Hi, PLATO, and thanks for your message!

A platonic solid is a three-dimensional shape with the following rules:

  • Each face is the same regular polygon
  • The same number of edges meet at every vertex

There are (in three dimensions), exactly five of them:

  • the tetrahedron, made up of four equilateral triangles (three of which meet at each vertex)
  • the octahedron, made up of eight equilateral triangles (four of which meet at each vertex)
  • the icosahedron, made up of twenty equilateral triangles (five of which meet at each vertex)
  • the cube, made up of six squares (three of which meet at each vertex)
  • the dodecahedron, made up of twelve pentagons (three of which meet at each vertex)

How come these are the only ones?

There’s a tiny clue in how I’ve listed them: it’s to do with fitting the shapes around each vertex. If you arrange your regular polygons around a point, you need to be able to do so without any overlap - but more to the point, you need some empty angle so you can fold the shape up! You also need to have at least three faces meeting at each vertex, or else there would be a gap, and we can’t have that.

So, with triangles, we can place three around a point with no problem; with four or five, we still have a gap; but when we put six next to each other, it all lies flat - we can’t make a regular polyhedron out of triangles with six or more meeting at each vertex.

With squares: three is fine, but four would also tile the plane.
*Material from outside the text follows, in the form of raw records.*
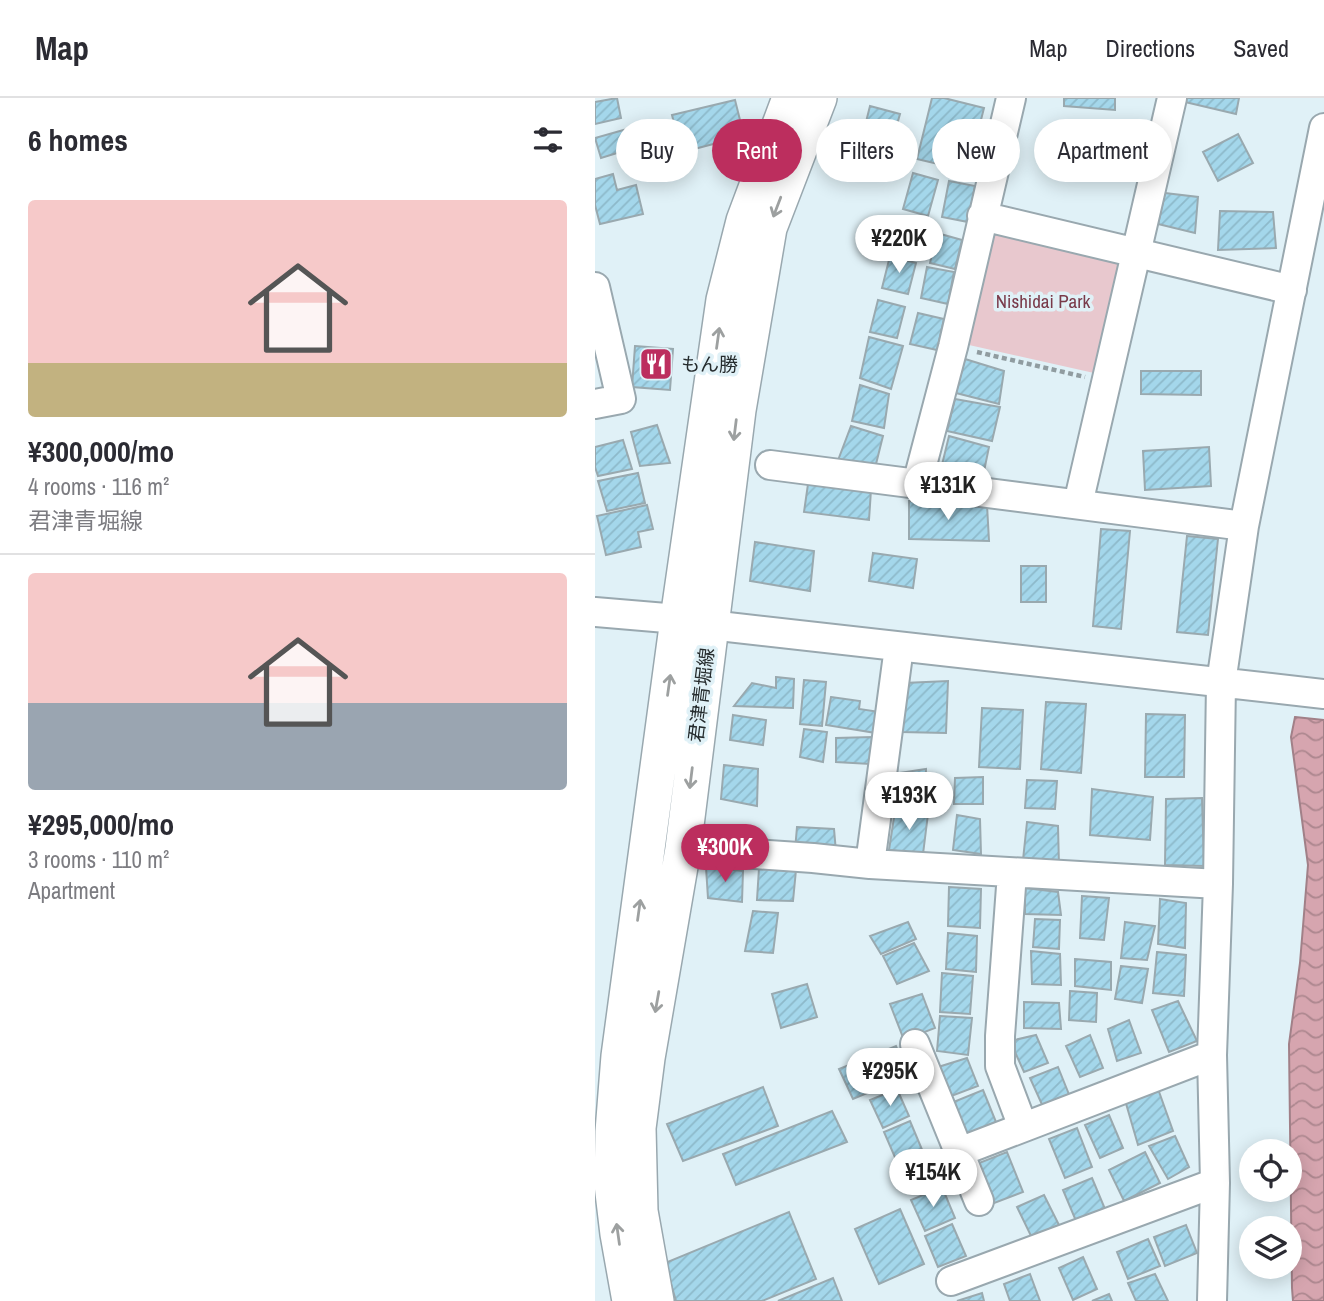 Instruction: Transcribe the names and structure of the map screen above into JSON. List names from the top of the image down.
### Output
{
  "streets": {
    "main road": ["君津青堀線"]
  },
  "parks": ["Nishidai Park"],
  "places": {
    "restaurant": ["もん勝"]
  },
  "page": {
    "header": "Map",
    "nav": ["Map", "Directions", "Saved"],
    "heading": "6 homes",
    "chip": [
      "Buy",
      "Rent",
      "Filters",
      "New",
      "Apartment"
    ],
    "list": [
      {
        "name": "¥300,000/mo",
        "note": "4 rooms · 116 m² · 君津青堀線"
      },
      {
        "name": "¥295,000/mo",
        "note": "3 rooms · 110 m² · Apartment"
      }
    ],
    "price": [
      "¥220K",
      "¥131K",
      "¥193K",
      "¥300K",
      "¥295K",
      "¥154K"
    ]
  }
} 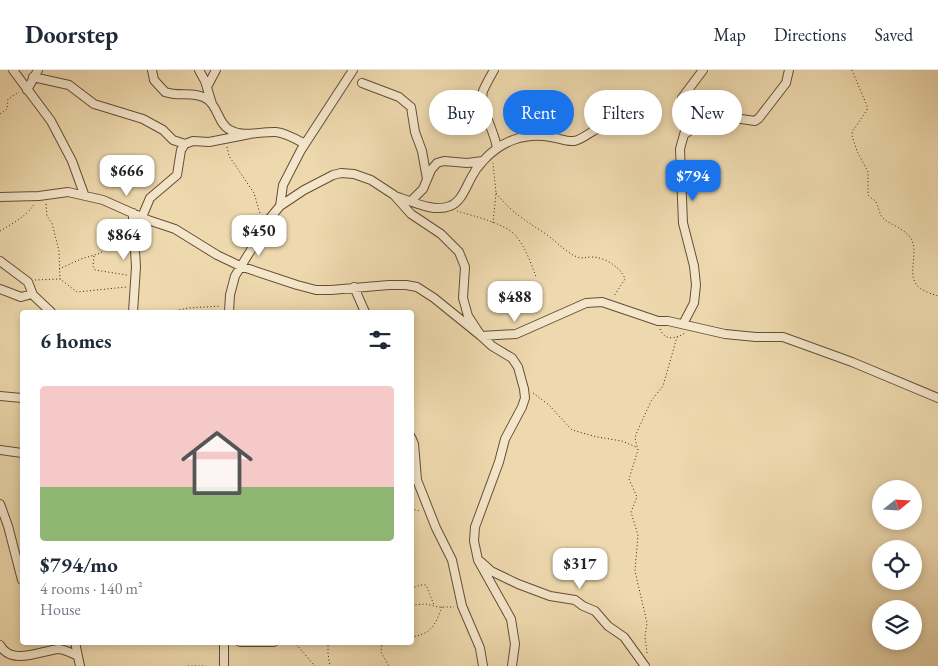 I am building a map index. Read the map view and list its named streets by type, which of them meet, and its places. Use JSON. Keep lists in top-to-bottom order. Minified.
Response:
{"north":"right","page":{"header":"Doorstep","nav":["Map","Directions","Saved"],"chip":["Buy","Rent","Filters","New"],"price":["$666","$794","$450","$864","$488","$317"],"heading":"6 homes","list":[{"name":"$794/mo","note":"4 rooms · 140 m² · House"}]}} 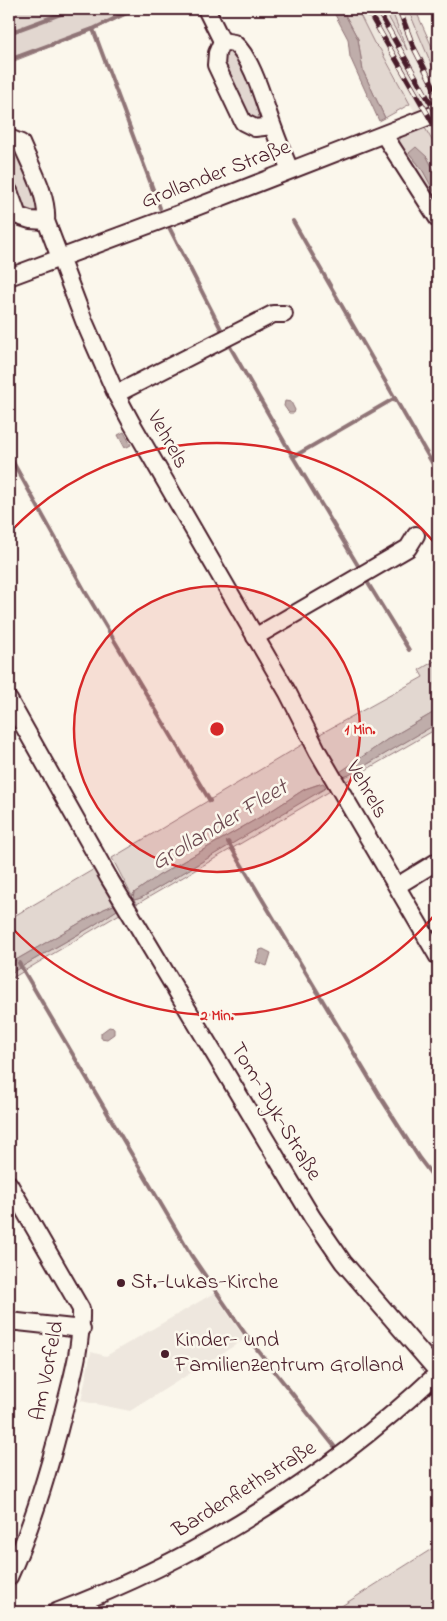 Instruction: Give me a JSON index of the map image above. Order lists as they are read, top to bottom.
{
  "streets": {
    "street": [
      "Grollander Straße",
      "Vehrels",
      "Tom-Dyk-Straße",
      "Am Vorfeld",
      "Bardenflethstraße"
    ]
  },
  "crossings": [
    ["Grollander Straße", "Vehrels"],
    ["Tom-Dyk-Straße", "Bardenflethstraße"]
  ],
  "water": ["Grollander Fleet"],
  "places": ["St.-Lukas-Kirche", "Kinder- und Familienzentrum Grolland"],
  "rings": ["1 Min.", "2 Min."]
} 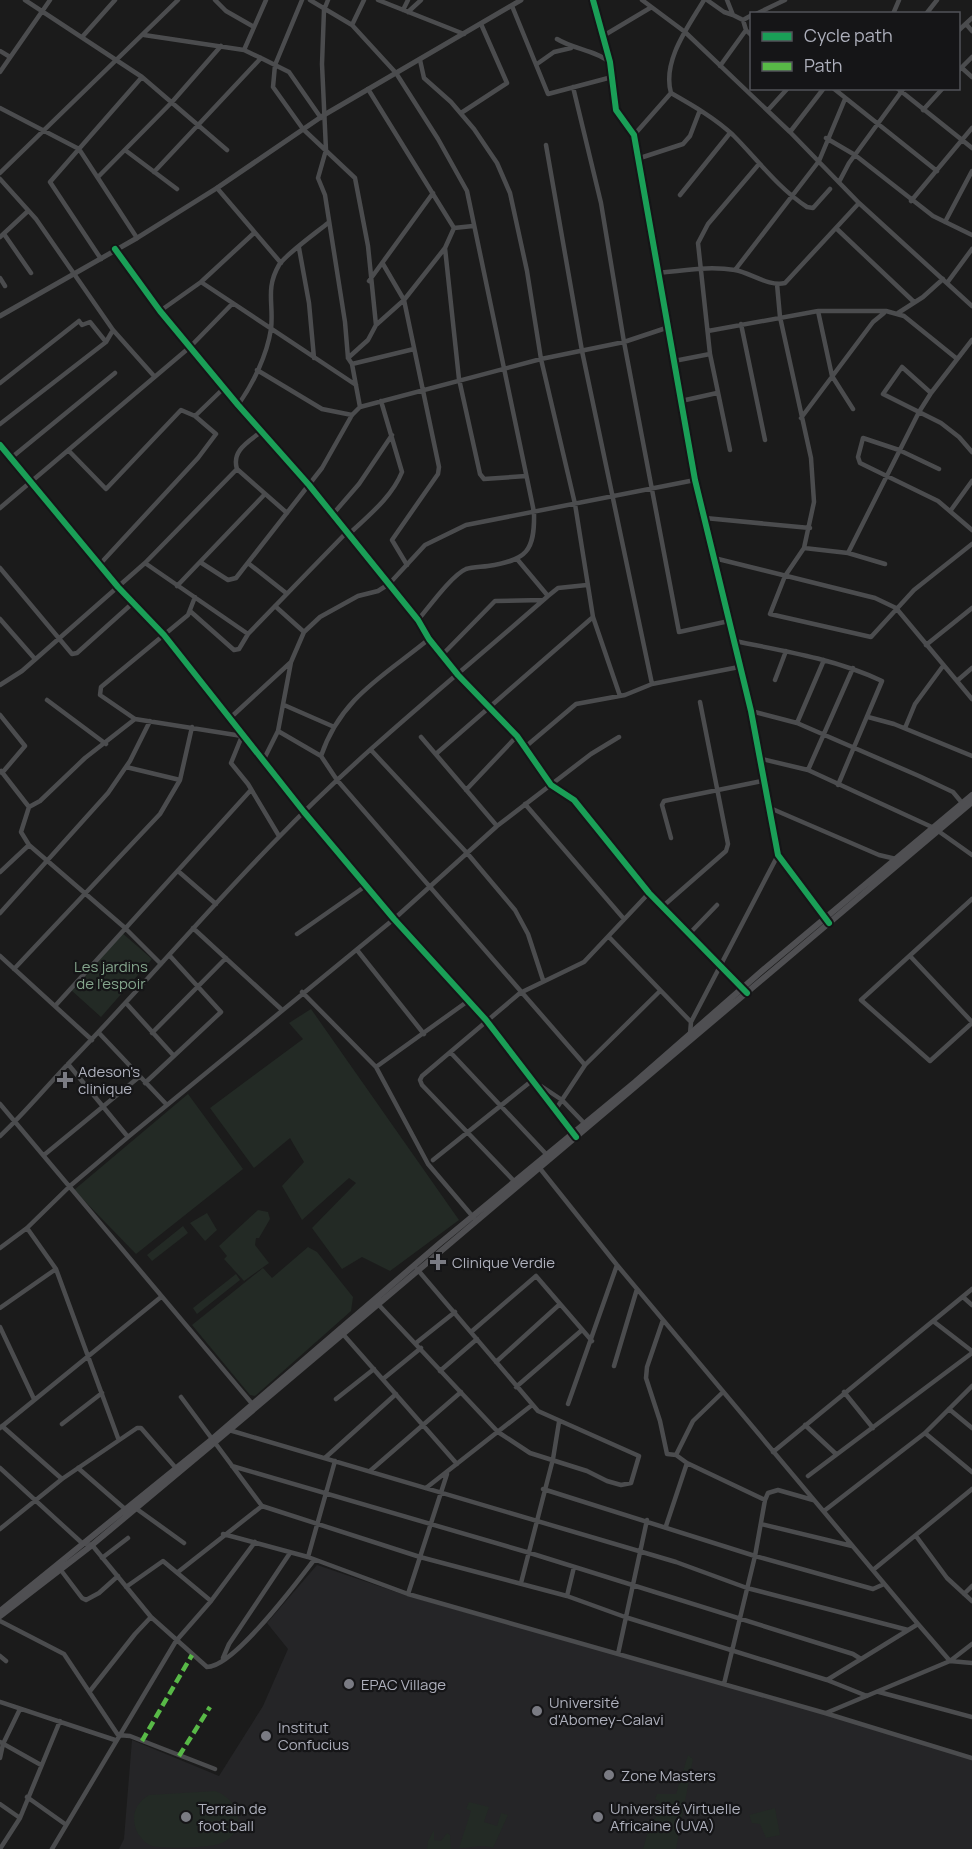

With pentagons: we’d need to think. The interior angle, the one we care about, is $\frac{3}{5}\pi$… oh, fine, 108º. Three of those make $\frac{9}{5}\pi$, which is less than $2\pi$ (or, if you must, 324º, which is less than 360º); four of them make $\frac{12}{5}\pi$ (or 432º), which give you an overlap. Three pentagons would be fine; four would not.

With regular hexagons, having three meet at a vertex means they tile the plane again. With any larger number of sides, three shapes meeting at a vertex would overlap.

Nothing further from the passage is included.